World News

Ottawa Not Forcing Chinese State Investors to Sell Shares in 3 Canadian Mining Companies



The federal government will not be forcing Chinese state-investors to sell their substantial amounts of shares three of Canada’s largest mining companies, says Natural Resources Minister Jonathan Wilkinson, Reuters reports.

Wilkinson made the comments during an interview with the news agency on March 7 at the Prospectors and Developers Association of Canada conference in Toronto.

The minister said during the interview that retrospectively addressing foreign investments would have a negative impact.

“If you start looking backwards at investments, it will create all kinds of uncertainty about whether an investment is ever really an investment,”he said.

The Epoch Times contacted Natural Resources Canada for confirmation of Wilkinson’s comments, but did not hear back by press time.

The three Canadian mining companies that Chinese investors will not be ordered to divest stakes in are Teck Resources, Ivanhoe Mines Limited, and First Quantum Minerals Limited.

Each of the companies count Chinese state-owned enterprises as their biggest single shareholders.

Wilkinson also told Reuters that Canada would seek to continue trading with China. Tis in part could involve “trade in critical minerals,” which include resources like lithium, copper, and cobalt.

Wilkinson’s comments come several months after Innovation Minister Francois-Philippe Champagne ordered three Chinese companies to sell their investments in Canadian lithium companies.

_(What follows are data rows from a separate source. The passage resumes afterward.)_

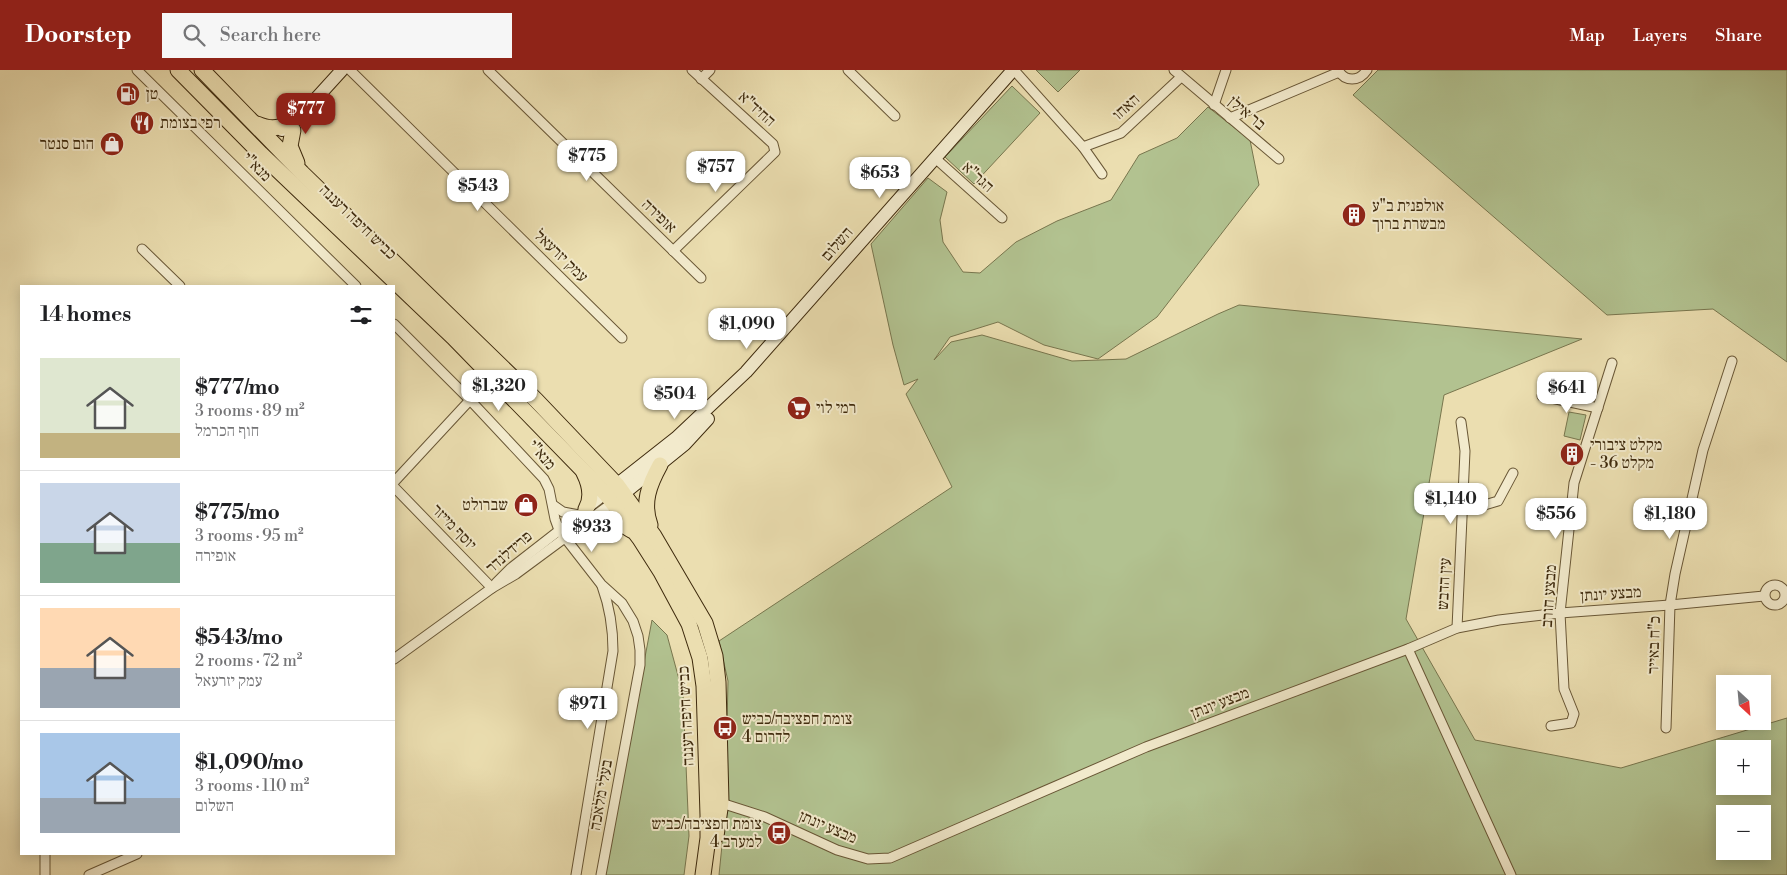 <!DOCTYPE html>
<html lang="en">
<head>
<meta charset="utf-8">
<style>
  :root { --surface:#fff; --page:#f6f6f6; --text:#202124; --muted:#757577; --line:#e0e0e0; --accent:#8f2418 }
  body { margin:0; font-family:"Libre Bodoni","Frank Ruhl Libre",serif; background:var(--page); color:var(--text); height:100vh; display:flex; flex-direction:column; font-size:19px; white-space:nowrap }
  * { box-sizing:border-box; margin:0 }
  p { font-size:16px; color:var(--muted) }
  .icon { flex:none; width:28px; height:28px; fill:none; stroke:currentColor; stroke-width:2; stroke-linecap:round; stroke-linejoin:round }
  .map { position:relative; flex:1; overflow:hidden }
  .panel { position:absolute; left:20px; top:215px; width:375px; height:570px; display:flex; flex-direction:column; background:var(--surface); border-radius:0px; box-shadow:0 2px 12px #0003 }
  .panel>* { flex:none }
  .needle { width:32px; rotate:154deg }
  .tools { position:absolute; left:1716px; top:605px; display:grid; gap:10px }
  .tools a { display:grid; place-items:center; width:55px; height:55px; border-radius:0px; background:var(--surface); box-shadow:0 2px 12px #0003; font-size:25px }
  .price { position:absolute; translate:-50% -42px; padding:0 11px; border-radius:10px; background:#fff; color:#222; font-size:16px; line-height:32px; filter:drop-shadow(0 1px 2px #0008) }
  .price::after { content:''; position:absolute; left:50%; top:30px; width:15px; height:11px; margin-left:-8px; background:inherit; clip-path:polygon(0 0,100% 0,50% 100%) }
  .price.selected { background:var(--accent); color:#fff }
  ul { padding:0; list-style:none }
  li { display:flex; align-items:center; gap:15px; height:125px; padding:0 20px }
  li+li { border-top:1px solid var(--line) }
  li span { display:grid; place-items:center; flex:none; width:140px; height:100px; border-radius:0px; color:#555 }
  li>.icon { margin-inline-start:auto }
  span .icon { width:60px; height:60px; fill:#fffc; stroke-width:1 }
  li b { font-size:21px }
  h2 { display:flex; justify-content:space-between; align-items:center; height:60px; padding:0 20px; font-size:21px }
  header { display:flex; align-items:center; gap:30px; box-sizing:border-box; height:70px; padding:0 25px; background:var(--accent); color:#fff }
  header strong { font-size:24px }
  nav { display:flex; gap:28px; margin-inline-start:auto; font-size:18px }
  .search { width:350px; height:45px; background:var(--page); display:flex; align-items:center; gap:12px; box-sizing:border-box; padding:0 18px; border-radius:0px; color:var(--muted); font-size:19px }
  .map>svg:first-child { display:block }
</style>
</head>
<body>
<header>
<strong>Doorstep</strong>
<div class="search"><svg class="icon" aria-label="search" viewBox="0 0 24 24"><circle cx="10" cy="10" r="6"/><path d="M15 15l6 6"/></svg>Search here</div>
<nav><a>Map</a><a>Layers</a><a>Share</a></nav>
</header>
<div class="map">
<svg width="1787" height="805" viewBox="0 0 1787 805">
  <rect width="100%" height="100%" fill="#ebdeb0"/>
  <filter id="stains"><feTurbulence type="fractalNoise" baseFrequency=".004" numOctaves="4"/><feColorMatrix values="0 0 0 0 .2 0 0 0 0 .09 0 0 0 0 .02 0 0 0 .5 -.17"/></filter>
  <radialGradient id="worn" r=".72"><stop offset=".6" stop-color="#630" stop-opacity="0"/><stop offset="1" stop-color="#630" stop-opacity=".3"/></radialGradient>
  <g fill="#b2c290" stroke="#78764e" fill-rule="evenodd">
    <path d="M1036 0H1080L1058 22Z"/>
    <path d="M1378 0H1787V292L1713 239 1607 245 1353 25Z"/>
    <path d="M1012 16 1040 43 974 114 945 87Z"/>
    <path d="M1208 37 1250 70 1259 115 1157 247 1098 289 1044 275 998 252 950 267 934 290 951 272 982 265 1072 291 1126 289 1218 244 1239 235 1582 269 1444 325 1406 549 1475 670 1621 698 1787 648V805H719L725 745 728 611 719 571 952 417 906 324 918 309 904 315 893 275 871 174 928 108 947 122 940 150 943 172 963 202 980 203 1016 172 1057 151 1111 130 1139 85 1177 68ZM1725 679H1762V716H1725ZM1725 744H1762V781H1725Z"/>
    <path d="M1569 342 1586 345 1580 370 1564 366Z"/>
    <path d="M652 550 667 565 683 624 689 766 684 805H604Z"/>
  </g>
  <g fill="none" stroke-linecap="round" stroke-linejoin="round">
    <g stroke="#695736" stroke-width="11">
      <g id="street">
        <path d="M137 0 356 216"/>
        <path d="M350 0 622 268"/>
        <path d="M488 0 701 208"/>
        <path d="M848 0 895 46"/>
        <path d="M1014 0 1083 77 1102 104"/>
        <path d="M1174 0 1279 89"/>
        <path d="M1338 0C1345 12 1359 12 1367 0"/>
        <path d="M701 9 710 0"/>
        <path d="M1214 35 1226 0"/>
        <path d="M1230 48 1339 2"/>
        <path d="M1083 77 1121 63 1181 7"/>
        <path d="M935 88 1002 148"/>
        <path d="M142 179 180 216"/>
        <path d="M673 181 775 82 773 74 692 0"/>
        <path d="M394 254 470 330 544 409 549 419 555 449 559 460 601 514 622 533 633 551 638 566 640 580V595L601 805"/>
        <path d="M1542 326 1598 338"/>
        <path d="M394 412 470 330"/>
        <path d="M394 417 492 518"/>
        <path d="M553 435 563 442 579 445"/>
        <path d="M1463 436H1481L1498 431 1513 403"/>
        <path d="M496 513 511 498 606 424"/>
        <circle cx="1775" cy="525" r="10"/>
        <path d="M1457 558 1465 381 1461 352"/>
        <path d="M1408 579 1511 805"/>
        <path d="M394 589 492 518 516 504 612 433"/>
        <path d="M1551 656 1571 653 1574 644 1564 619 1560 543 1574 413 1612 293"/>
        <path d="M1666 658 1670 535 1675 504 1703 380 1732 291"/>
        <path d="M718 732 765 747 837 780 868 789 890 788 1146 677 1408 579 1457 558 1499 550 1560 543 1670 535 1764 526"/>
        <path d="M45 784V805"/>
        <path d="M89 805 137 784"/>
        <path d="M576 805 613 581C613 557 610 538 602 516"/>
      </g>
    </g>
    <g stroke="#3e2a0d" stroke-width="14">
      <g id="secondary">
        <path d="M282 60 312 33 342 0"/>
        <path d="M610 420 676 368 746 302 1013 0"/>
        <path d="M617 429 685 374 708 349"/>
      </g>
    </g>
    <g stroke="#3e2a0d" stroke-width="17">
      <g id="highway">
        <path d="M178 0 261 84 453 267 606 424 640 469 661 502 689 554 700 588 704 616 708 745V768L703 805"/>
        <path d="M202 0 302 103 536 330 617 415 654 466 705 553 715 586 718 612 721 732 716 766"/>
        <path d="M257 54C269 59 276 59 289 54"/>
        <path d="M293 60 290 76 297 93"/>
        <path d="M584 403C590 415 593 427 586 439"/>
        <path d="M581 455C600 446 615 449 631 460"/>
        <path d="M650 455C642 433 649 415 660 395"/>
      </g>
    </g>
    <use href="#street" stroke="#f2eacc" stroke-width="9"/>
    <use href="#secondary" stroke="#f2eacc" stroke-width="12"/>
    <use href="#highway" stroke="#ebdeb0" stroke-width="15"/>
  </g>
  <defs>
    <g id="fuel-disc" transform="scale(1.25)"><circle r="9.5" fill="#8f2418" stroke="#f2eacc"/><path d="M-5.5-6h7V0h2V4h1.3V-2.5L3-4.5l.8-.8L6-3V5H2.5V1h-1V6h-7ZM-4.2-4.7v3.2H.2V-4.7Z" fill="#fff"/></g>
    <g id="restaurant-disc" transform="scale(1.25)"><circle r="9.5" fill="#8f2418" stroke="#f2eacc"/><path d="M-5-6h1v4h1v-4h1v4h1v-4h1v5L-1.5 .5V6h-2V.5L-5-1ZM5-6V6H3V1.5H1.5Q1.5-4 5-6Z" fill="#fff"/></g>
    <g id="shop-disc" transform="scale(1.25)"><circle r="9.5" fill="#8f2418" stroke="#f2eacc"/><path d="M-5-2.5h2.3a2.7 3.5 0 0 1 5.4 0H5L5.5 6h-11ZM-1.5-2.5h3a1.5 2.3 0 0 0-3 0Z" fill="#fff"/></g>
    <g id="building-disc" transform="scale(1.25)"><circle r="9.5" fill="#8f2418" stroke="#f2eacc"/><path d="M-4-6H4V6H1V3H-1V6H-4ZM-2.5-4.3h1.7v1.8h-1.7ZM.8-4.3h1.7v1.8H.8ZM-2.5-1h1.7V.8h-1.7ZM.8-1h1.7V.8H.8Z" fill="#fff"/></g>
    <g id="supermarket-disc" transform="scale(1.25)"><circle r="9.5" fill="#8f2418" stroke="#f2eacc"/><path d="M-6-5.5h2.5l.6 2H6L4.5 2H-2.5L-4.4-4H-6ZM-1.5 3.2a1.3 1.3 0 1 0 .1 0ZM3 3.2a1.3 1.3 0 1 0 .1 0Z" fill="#fff"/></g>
    <g id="bus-disc" transform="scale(1.25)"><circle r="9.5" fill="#8f2418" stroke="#f2eacc"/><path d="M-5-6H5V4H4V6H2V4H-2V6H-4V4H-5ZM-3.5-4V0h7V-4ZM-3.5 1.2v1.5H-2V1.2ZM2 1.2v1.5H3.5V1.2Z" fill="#fff"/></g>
  </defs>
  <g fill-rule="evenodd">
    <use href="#fuel-disc" x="128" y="24"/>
    <use href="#restaurant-disc" x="142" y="53"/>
    <use href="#shop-disc" x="112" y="74"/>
    <use href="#building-disc" x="1354" y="145"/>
    <use href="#supermarket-disc" x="799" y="338"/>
    <use href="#building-disc" x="1572" y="384"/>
    <use href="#shop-disc" x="526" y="435"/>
    <use href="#bus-disc" x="725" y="658"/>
    <use href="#bus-disc" x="779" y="763"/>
  </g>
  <g text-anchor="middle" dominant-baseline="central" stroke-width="4" stroke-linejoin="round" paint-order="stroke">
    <g font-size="16" fill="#3e2a0d" stroke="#f2eacc" text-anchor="start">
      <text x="146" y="24">טן</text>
      <text x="160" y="53">רפי בצומת</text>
      <text x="94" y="74" text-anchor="end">הום סנטר</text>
      <text x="1372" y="136">אולפנית ב"ע<tspan x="1372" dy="18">מבשרת ברוך</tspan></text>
      <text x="816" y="338">רמי לוי</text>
      <text x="1590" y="375">מקלט ציבורי<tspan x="1590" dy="18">- מקלט 36</tspan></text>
      <text x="508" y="435" text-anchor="end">שברולט</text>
      <text x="742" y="649">צומת חפציבה/כביש<tspan x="742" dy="18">4 לדרום</tspan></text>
      <text x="762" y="754" text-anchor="end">צומת חפציבה/כביש<tspan x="762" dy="18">4 למערב</tspan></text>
    </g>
    <g font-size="16" fill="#3e2a0d" stroke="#f2eacc">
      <text transform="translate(1126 37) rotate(-42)">האחו</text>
      <text transform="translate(757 39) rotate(42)">החיד"א</text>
      <text transform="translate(1247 43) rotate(40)">בר אילן</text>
      <text transform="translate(257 97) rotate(45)">מנא"י</text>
      <text transform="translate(978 107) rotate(42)">הגר"א</text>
      <text transform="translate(659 146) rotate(44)">אופירה</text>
      <text transform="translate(358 152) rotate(44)">כביש חיפה רעננה</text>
      <text transform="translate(837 174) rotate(-49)">השלום</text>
      <text transform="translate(561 186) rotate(44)">עמק יזרעאל</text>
      <text transform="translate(542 385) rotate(50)">מנא"י</text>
      <text transform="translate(454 457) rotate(46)">יוסף מייזר</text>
      <text transform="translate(509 482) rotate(-41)">פרידלנדר</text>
      <text transform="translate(1444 514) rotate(-87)">עין הדבש</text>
      <text transform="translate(1611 524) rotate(-4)">מבצע יונתן</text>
      <text transform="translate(1549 526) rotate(-86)">מבצע חורב</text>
      <text transform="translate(1654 575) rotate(-88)">כ"ח באייר</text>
      <text transform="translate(1220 633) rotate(-21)">מבצע יונתן</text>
      <text transform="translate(686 646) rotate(-93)">כביש חיפה רעננה</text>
      <text transform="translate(601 725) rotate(-80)">בעלי מלאכה</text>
      <text transform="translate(828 757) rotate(23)">מבצע יונתן</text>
    </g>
  </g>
  <rect width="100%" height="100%" filter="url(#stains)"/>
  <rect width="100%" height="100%" fill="url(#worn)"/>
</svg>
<div class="tools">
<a><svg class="needle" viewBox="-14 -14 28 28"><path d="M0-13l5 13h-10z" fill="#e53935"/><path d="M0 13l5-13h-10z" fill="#757577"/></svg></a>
<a>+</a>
<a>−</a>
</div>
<b class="price selected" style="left:306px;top:65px">$777</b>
<b class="price" style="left:587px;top:112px">$775</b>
<b class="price" style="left:716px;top:123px">$757</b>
<b class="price" style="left:880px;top:129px">$653</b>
<b class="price" style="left:478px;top:142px">$543</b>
<b class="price" style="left:747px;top:280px">$1,090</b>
<b class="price" style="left:499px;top:342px">$1,320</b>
<b class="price" style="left:1567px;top:344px">$641</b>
<b class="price" style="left:675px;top:350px">$504</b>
<b class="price" style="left:1451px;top:455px">$1,140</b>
<b class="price" style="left:1556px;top:470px">$556</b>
<b class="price" style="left:1670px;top:470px">$1,180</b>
<b class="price" style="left:592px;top:483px">$933</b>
<b class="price" style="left:588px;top:660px">$971</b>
<section class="panel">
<h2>14 homes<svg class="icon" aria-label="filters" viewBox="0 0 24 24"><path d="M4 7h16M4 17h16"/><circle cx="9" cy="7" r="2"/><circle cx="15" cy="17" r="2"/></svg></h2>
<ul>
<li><span style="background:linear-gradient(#dfe7d0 75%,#c2b280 0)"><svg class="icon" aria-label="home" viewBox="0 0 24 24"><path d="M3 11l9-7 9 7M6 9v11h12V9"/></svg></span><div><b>$777/mo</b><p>3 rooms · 89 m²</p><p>חוף הכרמל</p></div></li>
<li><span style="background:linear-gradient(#c9d6e8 60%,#7fa58c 0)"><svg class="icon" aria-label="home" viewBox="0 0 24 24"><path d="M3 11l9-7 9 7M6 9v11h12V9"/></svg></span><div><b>$775/mo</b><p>3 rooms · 95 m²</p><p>אופירה</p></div></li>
<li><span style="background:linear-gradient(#ffd9b3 60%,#9aa5b1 0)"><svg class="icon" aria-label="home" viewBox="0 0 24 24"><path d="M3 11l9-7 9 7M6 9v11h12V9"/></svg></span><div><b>$543/mo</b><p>2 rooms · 72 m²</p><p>עמק יזרעאל</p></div></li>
<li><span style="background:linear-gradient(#a9c7e8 65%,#9aa5b1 0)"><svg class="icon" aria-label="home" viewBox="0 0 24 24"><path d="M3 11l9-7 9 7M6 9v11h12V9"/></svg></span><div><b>$1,090/mo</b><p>3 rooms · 110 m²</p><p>השלום</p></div></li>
</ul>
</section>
</div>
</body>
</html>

Champagne said on Nov. 2 that the federal government had ordered Sinomine Rare Metal Resources Co. Ltd. to sell its investment in Power Metals Corp., Chengze Lithium International Ltd. to sell its investment in Lithium Chile Inc., and Zangge Mining Investment Co. Ltd., to sell its investment in Ultra Lithium Inc.

Critical Minerals

Champagne said in a statement that Ottawa would “act decisively” when foreign investments threatened Canada’s national security and critical minerals supply chains “both at home and abroad.”

Champagne’s order for the Chinese investors to divest in the lithium companies came shortly after his department said in a statement that “significant transactions by foreign state-owned enterprises in Canada’s critical minerals sectors” would only be approved on an exceptional basis and if Ottawa sensed it would result in a net benefit for Canada.

He said he was advised on ordering the companies to divest by Canada’s security and intelligence community, among others.

The federal government introduced its Critical Minerals Strategy in December 2022, which included an investment of up to $3.8 billion in the sector.

Wilkinson recently announced that the federal government would be putting over $344 million of that total investment into critical minerals development programs across the country.

Reuters and Rahul Vaidyanath contributed to this report.